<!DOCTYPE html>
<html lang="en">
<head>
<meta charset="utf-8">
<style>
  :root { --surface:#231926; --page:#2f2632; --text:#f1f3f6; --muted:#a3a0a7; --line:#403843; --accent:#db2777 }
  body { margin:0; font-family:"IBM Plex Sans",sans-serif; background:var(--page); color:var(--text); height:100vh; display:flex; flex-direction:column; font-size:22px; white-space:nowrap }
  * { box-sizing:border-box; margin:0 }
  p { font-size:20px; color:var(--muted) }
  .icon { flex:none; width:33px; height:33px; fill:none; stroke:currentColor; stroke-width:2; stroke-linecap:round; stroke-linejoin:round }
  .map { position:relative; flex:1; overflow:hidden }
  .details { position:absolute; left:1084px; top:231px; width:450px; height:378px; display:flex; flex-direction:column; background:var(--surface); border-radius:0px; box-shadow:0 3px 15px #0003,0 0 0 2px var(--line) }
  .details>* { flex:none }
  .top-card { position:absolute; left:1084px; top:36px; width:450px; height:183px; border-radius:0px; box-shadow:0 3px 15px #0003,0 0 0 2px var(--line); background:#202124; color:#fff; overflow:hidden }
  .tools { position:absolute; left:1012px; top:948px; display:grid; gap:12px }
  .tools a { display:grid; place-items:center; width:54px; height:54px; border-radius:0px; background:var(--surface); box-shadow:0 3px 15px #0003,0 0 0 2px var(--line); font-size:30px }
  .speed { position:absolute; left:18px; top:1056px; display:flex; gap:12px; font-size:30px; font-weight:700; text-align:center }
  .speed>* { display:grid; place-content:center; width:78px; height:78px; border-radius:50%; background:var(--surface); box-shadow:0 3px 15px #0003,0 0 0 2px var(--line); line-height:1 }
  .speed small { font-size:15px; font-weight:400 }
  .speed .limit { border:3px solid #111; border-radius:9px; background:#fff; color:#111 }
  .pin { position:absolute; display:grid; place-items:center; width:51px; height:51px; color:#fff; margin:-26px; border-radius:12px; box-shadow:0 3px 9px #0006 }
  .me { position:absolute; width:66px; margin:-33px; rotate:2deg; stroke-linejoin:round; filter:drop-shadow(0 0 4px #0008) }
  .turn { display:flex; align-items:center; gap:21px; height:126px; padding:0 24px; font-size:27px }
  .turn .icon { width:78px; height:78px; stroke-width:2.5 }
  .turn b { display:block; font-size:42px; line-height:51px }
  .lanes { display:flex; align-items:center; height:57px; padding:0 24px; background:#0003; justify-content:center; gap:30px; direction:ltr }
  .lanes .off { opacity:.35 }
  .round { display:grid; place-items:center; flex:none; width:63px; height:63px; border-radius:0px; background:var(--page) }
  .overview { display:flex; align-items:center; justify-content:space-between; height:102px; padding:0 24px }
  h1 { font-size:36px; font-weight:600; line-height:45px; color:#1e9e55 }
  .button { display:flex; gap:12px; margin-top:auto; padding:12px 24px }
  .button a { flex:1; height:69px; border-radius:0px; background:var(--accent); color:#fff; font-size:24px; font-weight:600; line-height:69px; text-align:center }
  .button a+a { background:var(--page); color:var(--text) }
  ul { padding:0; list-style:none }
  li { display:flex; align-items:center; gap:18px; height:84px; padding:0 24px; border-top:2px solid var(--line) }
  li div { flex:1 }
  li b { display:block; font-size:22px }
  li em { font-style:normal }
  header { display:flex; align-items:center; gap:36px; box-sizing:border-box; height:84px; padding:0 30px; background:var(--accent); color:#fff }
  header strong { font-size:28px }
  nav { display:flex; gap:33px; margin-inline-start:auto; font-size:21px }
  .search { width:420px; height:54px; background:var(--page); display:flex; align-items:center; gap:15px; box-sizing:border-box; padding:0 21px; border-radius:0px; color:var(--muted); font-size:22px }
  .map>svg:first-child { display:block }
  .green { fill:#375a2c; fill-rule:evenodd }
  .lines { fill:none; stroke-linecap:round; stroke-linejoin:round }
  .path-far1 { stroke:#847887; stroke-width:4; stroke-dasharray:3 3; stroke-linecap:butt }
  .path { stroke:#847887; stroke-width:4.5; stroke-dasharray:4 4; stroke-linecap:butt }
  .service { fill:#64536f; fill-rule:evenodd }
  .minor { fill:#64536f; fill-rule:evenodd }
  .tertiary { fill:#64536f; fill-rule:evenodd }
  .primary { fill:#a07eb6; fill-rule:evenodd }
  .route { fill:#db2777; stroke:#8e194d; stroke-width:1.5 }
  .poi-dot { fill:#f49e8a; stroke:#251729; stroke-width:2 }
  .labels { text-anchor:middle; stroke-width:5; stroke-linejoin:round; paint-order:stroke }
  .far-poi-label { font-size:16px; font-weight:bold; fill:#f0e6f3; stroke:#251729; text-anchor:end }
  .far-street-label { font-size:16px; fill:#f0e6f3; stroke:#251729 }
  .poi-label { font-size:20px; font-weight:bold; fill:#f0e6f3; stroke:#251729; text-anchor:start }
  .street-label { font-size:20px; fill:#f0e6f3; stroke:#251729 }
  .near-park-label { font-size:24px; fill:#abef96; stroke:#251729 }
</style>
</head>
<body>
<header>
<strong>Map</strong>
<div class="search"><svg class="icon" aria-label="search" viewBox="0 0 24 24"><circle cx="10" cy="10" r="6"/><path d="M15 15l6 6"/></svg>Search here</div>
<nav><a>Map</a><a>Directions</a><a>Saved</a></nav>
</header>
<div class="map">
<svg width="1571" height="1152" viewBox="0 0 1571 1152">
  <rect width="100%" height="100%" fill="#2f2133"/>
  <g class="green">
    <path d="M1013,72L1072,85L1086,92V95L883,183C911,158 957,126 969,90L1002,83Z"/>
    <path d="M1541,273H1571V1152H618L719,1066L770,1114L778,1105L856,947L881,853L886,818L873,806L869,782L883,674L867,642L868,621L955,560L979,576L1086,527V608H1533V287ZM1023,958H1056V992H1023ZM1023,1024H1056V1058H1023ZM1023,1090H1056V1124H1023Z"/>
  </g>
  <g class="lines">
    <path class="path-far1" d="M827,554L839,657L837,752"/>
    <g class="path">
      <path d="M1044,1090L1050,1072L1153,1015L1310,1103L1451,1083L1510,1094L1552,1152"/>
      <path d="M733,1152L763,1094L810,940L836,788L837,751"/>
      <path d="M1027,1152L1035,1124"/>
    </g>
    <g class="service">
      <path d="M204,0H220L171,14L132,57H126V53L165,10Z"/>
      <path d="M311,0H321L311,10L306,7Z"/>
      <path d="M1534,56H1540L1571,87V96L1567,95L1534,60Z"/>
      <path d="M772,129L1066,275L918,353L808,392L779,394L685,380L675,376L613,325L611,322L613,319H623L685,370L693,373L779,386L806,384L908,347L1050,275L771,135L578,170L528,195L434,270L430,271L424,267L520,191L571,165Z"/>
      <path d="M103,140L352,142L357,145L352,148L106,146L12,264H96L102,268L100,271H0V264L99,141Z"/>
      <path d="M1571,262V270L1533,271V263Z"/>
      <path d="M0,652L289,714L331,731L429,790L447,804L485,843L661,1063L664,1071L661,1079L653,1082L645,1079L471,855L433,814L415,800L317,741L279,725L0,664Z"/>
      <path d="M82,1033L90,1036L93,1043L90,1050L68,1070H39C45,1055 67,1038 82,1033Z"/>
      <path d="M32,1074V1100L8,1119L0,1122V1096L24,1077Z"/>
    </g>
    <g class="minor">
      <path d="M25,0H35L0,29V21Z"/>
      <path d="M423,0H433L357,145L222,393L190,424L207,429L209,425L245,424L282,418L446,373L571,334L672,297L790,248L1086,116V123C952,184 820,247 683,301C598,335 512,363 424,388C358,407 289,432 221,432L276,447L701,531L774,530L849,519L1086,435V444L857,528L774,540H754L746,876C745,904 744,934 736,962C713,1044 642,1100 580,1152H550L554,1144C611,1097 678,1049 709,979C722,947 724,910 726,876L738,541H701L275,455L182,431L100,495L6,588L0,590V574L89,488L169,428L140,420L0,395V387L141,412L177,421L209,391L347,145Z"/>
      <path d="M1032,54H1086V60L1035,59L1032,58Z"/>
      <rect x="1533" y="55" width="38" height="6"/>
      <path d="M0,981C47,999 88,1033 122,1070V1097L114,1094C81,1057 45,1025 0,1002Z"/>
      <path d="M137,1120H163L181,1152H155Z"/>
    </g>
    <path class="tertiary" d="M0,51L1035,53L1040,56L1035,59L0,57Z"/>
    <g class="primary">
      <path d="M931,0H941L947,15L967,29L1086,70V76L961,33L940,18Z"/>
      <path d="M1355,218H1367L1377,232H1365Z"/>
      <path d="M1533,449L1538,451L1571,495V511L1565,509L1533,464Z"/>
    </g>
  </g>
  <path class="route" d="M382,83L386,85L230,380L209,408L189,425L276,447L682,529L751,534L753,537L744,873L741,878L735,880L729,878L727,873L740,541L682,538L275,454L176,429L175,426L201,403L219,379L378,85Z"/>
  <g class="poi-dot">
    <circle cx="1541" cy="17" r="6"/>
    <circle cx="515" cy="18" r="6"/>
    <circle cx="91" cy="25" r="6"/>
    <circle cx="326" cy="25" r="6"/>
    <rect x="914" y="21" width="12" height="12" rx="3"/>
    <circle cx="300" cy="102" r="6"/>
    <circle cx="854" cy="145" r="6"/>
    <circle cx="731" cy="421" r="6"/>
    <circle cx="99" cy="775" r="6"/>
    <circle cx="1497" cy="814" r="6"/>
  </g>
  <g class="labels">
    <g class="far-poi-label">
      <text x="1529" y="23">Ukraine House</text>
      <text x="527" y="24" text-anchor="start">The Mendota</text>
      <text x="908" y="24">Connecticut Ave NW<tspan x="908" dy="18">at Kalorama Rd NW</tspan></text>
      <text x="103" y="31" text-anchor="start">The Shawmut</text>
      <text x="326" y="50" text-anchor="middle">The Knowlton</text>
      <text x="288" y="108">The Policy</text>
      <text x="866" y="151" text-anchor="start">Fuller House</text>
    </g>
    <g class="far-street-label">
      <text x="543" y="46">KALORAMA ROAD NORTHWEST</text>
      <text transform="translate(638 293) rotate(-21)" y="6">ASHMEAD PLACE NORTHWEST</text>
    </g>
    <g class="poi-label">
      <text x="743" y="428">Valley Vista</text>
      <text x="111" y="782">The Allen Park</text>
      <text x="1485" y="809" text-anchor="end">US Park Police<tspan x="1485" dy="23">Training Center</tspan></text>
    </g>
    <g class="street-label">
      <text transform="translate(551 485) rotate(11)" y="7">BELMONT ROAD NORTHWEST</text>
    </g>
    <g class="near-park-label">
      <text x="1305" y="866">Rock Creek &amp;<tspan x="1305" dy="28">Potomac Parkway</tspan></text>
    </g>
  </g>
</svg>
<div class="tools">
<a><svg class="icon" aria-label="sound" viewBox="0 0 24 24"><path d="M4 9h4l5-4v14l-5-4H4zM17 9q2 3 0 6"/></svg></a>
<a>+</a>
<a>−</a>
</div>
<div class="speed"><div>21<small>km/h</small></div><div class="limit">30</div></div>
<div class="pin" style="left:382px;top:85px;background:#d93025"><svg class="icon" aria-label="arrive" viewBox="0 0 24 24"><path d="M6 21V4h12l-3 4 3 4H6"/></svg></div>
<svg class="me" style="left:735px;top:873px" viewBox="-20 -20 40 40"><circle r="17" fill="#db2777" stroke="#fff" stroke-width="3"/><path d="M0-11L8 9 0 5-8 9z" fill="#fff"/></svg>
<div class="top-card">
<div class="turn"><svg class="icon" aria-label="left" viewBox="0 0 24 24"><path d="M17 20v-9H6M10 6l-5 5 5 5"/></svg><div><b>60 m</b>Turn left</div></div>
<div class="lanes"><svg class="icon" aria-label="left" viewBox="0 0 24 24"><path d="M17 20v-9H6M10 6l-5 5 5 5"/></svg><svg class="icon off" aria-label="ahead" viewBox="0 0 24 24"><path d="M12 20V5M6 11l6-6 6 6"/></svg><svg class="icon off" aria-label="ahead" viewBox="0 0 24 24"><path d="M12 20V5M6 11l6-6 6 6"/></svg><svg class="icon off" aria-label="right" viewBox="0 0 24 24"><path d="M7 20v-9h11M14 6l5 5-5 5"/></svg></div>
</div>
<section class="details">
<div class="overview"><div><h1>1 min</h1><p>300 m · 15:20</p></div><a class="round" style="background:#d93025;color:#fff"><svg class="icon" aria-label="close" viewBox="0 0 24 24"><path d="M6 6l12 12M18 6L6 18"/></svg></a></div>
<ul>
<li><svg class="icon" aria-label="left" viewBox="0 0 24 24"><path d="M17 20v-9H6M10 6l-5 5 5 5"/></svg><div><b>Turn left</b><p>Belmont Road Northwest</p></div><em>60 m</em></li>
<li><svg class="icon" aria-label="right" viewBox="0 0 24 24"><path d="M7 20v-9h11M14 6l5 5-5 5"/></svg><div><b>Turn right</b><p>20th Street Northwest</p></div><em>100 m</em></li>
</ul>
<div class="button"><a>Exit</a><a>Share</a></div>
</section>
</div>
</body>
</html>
········
* TO DO
Copy out the range of lines above starting at the line with "position:absolute; left:18px; top:1056px;" and ending at the line with "border:3px solid #111;", exactly and including both.

* EXERCISE RESULT
  .speed { position:absolute; left:18px; top:1056px; display:flex; gap:12px; font-size:30px; font-weight:700; text-align:center }
  .speed>* { display:grid; place-content:center; width:78px; height:78px; border-radius:50%; background:var(--surface); box-shadow:0 3px 15px #0003,0 0 0 2px var(--line); line-height:1 }
  .speed small { font-size:15px; font-weight:400 }
  .speed .limit { border:3px solid #111; border-radius:9px; background:#fff; color:#111 }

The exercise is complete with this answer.